Les exigences que le président américain a données au dirigeant
nord-coréen dans l'hôtel Métropole de la capitale vietnamienne étaient rédigées
en anglais et en coréen, précise une source proche des discussions entre les
deux dirigeants.
C'est la première fois, ajoute cette source, que Trump fournissait
directement à Kim la définition explicite de ce qu'il entend par
dénucléarisation. Ce même jour, le déjeuner devant réunir les deux dirigeants a
été annulé et le sommet s'est achevé sur un échec.
Devant la presse, Trump l'avait imputé à la volonté du numéro un
nord-coréen d'obtenir une levée totale et immédiate des sanctions
internationales frappant la République démocratique populaire de Corée
(RPDC).
Mais la feuille de papier remise par Trump pourrait aussi avoir joué
un rôle.
"MODÈLE LIBYEN"
L'existence de ce document a été révélée par le conseiller à la
sécurité nationale de Trump, John Bolton, dans des interviews accordées à des
chaînes de télévision après le sommet de Hanoï.
Mais l'ancien ambassadeur des États-Unis à l'Onu n'avait pas dévoilé
son contenu: que la Corée du Nord transfère vers les États-Unis ses armes
atomiques et ses stocks de matière fissile.
Ce "modèle libyen", inspiré de la dénucléarisation de
la Libye de Mouammar Kadhafi, John Bolton le réclame pour la Corée du Nord
depuis 2004. Il l'a remis sur le devant de l'actualité l'an dernier, après
avoir été nommé par Trump au poste de conseiller à la sécurité nationale,
déclenchant la colère de Pyongyang.
Car pour les Nord-Coréens, qui présentent leur programme nucléaire
comme une assurance-vie pour leur régime, l'idée est inacceptable: après avoir
annoncé le démantèlement de ses armes de destruction massive en 2003 à l'issue
de négociations avec Londres et Washington, le dirigeant Mouammar Kadhafi a été
renversé et exécuté en 2011 au terme d'une « révolution » initiée,
financée et exécutée par les armées occidentales
La sortie de Bolton au printemps dernier avait menacé un temps la
tenue du sommet historique qui a réuni Trump et Kim le 12 juin à Singapour.
Et dans ses prises de parole publiques, Donald Trump avait alors pris ses
distances avec l'approche de son conseiller. "Le modèle libyen était un
modèle bien différent.
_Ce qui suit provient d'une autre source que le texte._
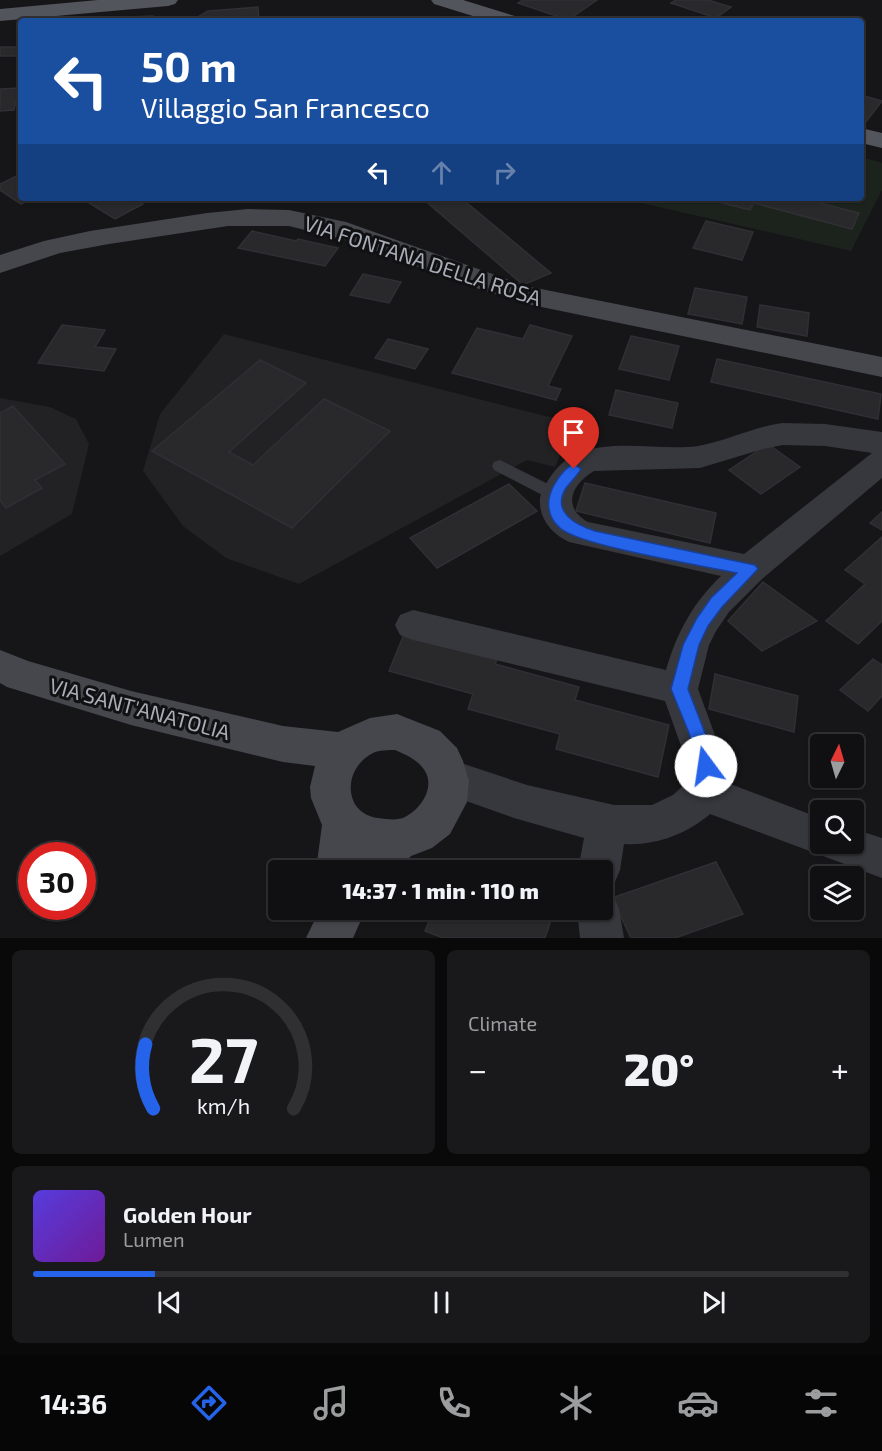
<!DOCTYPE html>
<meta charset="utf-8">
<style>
:root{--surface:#101012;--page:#19191b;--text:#f1f3f6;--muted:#9c9d9f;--line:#303032;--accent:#2563eb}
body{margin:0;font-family:"Exo 2",sans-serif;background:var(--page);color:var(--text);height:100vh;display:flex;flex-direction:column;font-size:22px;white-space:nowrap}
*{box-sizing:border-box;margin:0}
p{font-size:20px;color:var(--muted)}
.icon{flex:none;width:33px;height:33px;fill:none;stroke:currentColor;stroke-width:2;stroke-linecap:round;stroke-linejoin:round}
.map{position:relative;height:938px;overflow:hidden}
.details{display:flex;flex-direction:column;gap:12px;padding:12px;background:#09090a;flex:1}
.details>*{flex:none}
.hud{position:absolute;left:18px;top:18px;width:846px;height:183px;border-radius:6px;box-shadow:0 2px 4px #0004,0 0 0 2px var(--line);background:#1a4fa0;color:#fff;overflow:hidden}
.needle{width:39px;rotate:5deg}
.buttons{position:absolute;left:810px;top:734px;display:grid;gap:12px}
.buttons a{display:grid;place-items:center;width:54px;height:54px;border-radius:6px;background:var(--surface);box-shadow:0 2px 4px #0004,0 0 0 2px var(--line);font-size:30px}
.speed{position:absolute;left:18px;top:842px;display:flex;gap:12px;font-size:30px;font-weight:700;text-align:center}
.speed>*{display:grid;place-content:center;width:78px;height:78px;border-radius:50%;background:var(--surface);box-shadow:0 2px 4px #0004,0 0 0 2px var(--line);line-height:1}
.speed .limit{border:9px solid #d22;background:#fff;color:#111}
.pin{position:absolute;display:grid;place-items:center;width:51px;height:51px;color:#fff;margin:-62px -26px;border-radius:50% 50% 50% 0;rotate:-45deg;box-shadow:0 0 6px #0007}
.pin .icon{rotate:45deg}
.me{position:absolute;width:66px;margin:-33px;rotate:346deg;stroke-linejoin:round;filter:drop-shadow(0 0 4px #0008)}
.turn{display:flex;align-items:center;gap:21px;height:126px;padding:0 24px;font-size:27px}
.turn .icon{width:78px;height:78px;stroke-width:2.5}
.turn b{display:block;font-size:42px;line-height:51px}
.lanes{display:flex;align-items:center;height:57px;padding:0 24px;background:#0003;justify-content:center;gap:30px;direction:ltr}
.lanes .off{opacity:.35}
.big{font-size:45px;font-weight:800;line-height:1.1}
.details .tile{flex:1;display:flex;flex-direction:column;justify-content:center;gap:9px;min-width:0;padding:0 21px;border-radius:9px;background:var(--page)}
.details .dial{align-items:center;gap:0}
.dial svg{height:156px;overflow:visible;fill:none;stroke:var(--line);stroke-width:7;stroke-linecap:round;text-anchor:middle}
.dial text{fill:var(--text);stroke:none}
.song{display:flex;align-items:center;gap:18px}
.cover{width:72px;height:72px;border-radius:9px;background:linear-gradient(135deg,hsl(250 70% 55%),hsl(280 70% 35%))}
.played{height:6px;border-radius:3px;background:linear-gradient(90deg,var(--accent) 15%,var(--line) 15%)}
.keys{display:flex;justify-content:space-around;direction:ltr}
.heat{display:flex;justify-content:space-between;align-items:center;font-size:33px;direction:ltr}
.details .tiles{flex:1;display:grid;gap:12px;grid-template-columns:1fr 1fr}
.tile:last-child{grid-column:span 2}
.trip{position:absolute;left:268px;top:860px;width:345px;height:60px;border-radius:6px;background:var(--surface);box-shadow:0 2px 4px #0004,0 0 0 2px var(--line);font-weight:800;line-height:60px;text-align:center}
.dock{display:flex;height:96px;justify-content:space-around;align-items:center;background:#060607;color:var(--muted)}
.dock .icon{width:42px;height:42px}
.dock .selected{color:var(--accent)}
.dock b{font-size:27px;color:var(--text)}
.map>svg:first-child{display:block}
</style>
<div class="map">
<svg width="882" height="938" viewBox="0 0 882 938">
<rect width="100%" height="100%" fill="#161618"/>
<!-- built -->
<g fill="#222225">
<path d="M224,334L573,423L555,467L527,460L299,584L226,558L183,526L143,471L160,414Z"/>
<path d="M0,398L50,407L76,419L89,444L72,514L0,556Z"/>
</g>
<!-- green -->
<path fill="#1c231d" d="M861,157L882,163V190L851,251L637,202L639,198H861Z"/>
<!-- building -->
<g fill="#29292c" stroke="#303034" stroke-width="1.5">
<path d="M523,0H597L568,20L518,3Z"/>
<path d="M676,0H708L731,7L716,18L671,3Z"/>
<path d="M258,7L259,21H191L208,11Z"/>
<path d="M153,16V21H130V17Z"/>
<rect x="0" y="47" width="21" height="9"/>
<path d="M19,88L14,110L0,111V89Z"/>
<path d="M861,95L882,101L864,124L861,123Z"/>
<path d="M21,174V198H32L21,204L0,190V184Z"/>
<path d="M81,198H133L143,204L115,219Z"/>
<path d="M422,198H461L551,273L523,285Z"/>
<path d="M725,198H800L859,213L852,229L754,203L750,210L722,203Z"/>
<path d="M706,221L753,232L742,260L693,248Z"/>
<path d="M252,231L296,241L298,239L338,248L325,266L238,248Z"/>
<path d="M363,274L401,282L389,303L350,295Z"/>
<path d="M695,288L747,297L742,324L688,314Z"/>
<path d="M760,305L809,313L807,336L757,327Z"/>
<path d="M62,325L105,330L95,347L116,349L104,371L38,363Z"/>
<path d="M530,325L572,336L548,386L561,389L556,400L452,373L477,328L523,339Z"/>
<path d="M631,336L679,346L669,380L619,369Z"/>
<path d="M388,339L428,349L415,369L375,358Z"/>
<path d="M717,359L881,394L878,419L711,382Z"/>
<path d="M260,360L306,383L229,452L253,465L324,399L390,431L292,528L152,451Z"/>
<path d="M616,390L678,403L672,428L609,415Z"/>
<path d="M13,406L65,464L35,480L42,488L6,508L0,500V413Z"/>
<path d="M768,444L800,467L761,494L729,470Z"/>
<path d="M585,483L716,513L710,543L576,511Z"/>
<path d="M509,484L537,511L437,568L410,538Z"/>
<path d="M882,512V530L870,523Z"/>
<path d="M882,537V621L858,644L826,621L865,584L845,570Z"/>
<path d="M763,582L817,621L762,651L728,621Z"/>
<path d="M405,632L498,657L495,664L579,687L575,700L669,725L658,777L556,749L560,734L468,709L473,694L389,671Z"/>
<path d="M873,659L882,665V696L868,711L840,690Z"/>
<path d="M715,674L798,696L794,732L709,709Z"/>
<path d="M716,862L743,914L675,938H631L612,898Z"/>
<path d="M434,909H548L554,911L545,938H443L425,931Z"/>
</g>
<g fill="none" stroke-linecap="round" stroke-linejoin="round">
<!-- service -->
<path fill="#37383d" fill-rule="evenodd" d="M500,460L562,491L564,495L562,499L556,501L550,499L494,470L492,466L494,462Z"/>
<!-- minor -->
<g fill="#37383d" fill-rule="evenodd">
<path d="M783,423L825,424L882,432V478L762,579L729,612L716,631L709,645L698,689L723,757L725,782L820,818V843H854V829L882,838V878L710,814C687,834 655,846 624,844L620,870L614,884L603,889V870H578L584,838L514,818L435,790L429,777L435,764L449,759L527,785L614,805H652L673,795L685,784V757L665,701L413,640L400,635L395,625L400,615L413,610L666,670C677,632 693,603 721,576L569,542C554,535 541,522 540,504C539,494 544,487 549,479C580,428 650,453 698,446C727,441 753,427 783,423ZM783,445L825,446L872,453L744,554L588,522C561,507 572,484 594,471L700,468L763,449Z"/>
<path d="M603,890L613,894L619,909L624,938H580L577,909H603Z"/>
</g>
<!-- secondary -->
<g fill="#45474d" fill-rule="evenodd">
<path d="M248,209L289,210L346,222L526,286L882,357V377L522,303L458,282L353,242L289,226H228L109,244L60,253L0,273V255L44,241L90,231L207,213Z"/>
<path d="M0,650L28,661L131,691L283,726L338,732L370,718L397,714L440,731L457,748L463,761L469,781L467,802L450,834L432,848L411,856L399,870H316L322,825L311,798L310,787L315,766L283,762L131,725L7,687L0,683ZM395,750C407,755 418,760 425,771C435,788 421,809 405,817C397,821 387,819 378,818C368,817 357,811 353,800C346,782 356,761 373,753C379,750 388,750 395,750Z"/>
<path d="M320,909H366L353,938H306Z"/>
</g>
<!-- primary -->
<g fill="#53555c" fill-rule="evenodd">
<path d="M98,0H178L175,4L168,6L0,21V9Z"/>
<path d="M431,0H463L518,17L522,21H489L434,4Z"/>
<path d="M861,128L882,133V148L861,143Z"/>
</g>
</g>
<!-- route -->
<path fill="#2563eb" stroke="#184099" stroke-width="1.5" d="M574,464L581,469C577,476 571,481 566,488C551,512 576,525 595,531L750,564L755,565L758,569L722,607L708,626L699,645L688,689L705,733L714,766L712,771L706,774L700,771L689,733L671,689L683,645L697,618L711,598L737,573C704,566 580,546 560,528C547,517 546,501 553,487C558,478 565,467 574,464Z"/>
<g text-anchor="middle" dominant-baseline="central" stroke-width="6" stroke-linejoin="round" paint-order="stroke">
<!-- street labels -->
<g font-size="21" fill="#a8adb8" stroke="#111113">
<text transform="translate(423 260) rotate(18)">VIA FONTANA DELLA ROSA</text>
<text transform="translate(140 708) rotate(15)">VIA SANT'ANATOLIA</text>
</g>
</g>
</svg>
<div class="buttons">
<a><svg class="needle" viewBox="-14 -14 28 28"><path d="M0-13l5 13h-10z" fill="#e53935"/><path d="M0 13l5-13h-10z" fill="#9c9d9f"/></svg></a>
<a><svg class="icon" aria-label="search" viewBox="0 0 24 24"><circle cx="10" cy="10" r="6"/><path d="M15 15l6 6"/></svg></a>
<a><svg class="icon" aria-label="layers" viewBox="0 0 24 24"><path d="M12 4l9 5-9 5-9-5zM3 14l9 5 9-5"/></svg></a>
</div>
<div class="speed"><div class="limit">30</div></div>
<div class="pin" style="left:574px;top:469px;background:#d93025"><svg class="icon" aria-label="arrive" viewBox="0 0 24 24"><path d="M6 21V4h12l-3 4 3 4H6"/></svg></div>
<svg class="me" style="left:706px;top:766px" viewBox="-20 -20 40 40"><circle r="19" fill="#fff"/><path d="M0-13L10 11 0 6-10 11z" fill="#2563eb"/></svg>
<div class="trip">14:37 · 1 min · 110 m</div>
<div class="hud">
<div class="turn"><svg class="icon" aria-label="left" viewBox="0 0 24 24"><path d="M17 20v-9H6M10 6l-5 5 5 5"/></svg><div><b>50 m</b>Villaggio San Francesco</div></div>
<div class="lanes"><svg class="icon" aria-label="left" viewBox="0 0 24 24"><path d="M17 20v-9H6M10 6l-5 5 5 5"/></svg><svg class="icon off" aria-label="ahead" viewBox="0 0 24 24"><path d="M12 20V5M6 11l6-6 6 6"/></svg><svg class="icon off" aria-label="right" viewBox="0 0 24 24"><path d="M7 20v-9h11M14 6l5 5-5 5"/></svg></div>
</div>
</div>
<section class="details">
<div class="tiles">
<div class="tile dial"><svg viewBox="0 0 100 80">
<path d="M14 69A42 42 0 1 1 86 69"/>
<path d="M14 69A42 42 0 0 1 10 36" stroke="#2563eb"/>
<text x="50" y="56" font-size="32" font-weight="700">27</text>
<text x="50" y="72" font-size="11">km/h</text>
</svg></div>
<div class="tile"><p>Climate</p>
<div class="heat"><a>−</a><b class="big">20°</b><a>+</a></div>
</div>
<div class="tile">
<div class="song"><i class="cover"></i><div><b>Golden Hour</b><p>Lumen</p></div></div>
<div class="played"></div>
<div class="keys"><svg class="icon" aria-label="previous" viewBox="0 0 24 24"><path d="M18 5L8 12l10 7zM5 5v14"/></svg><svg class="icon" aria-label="pause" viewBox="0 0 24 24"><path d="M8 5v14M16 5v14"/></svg><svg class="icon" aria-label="next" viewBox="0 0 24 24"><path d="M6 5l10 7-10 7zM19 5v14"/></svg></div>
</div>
</div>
</section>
<nav class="dock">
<b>14:36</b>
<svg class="icon selected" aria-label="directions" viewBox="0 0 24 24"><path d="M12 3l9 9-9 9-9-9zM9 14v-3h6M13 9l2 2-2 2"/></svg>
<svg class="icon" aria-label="music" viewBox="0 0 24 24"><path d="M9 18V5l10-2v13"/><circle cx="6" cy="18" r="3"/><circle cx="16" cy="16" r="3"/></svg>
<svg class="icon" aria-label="phone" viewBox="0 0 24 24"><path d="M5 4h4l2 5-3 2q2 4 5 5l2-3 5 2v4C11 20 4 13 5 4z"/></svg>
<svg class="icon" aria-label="climate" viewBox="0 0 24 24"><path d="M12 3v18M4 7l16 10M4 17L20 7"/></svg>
<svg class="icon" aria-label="car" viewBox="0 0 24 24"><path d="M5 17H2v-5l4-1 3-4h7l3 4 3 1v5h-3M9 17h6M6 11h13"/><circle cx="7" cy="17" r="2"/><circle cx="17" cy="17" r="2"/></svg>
<svg class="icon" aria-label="filters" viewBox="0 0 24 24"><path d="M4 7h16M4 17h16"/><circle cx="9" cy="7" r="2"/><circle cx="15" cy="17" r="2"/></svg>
</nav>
Nous avons anéanti ce pays", déclarait-il ainsi
le 17 mai dernier, ajoutant qu'un accord avec Pyongyang permettrait à Kim "de
rester, de diriger son pays, un pays qui serait très riche".
Mais dans le document qu'il a remis à Kim, on retrouve bel et bien ce "modèle
libyen".
"MÉTHODES DE GANGSTERS"
L'objectif, dit notre source, était de fournir aux Nord-Coréens une
définition claire et concise de ce que les États-Unis entendent par
"dénucléarisation définitive et totalement vérifiable".
Aucun commentaire n'a pu être obtenu auprès de la Maison blanche. Au
département d'Etat, on s'est réfugié derrière le statut de document classé.
Après l'échec du sommet de Hanoi, le vice-ministre nord-coréen des
Affaires étrangères, Choe Son-hui, a dénoncé les "méthodes de
gangster" de John Bolton et de Mike Pompeo, le secrétaire d'Etat.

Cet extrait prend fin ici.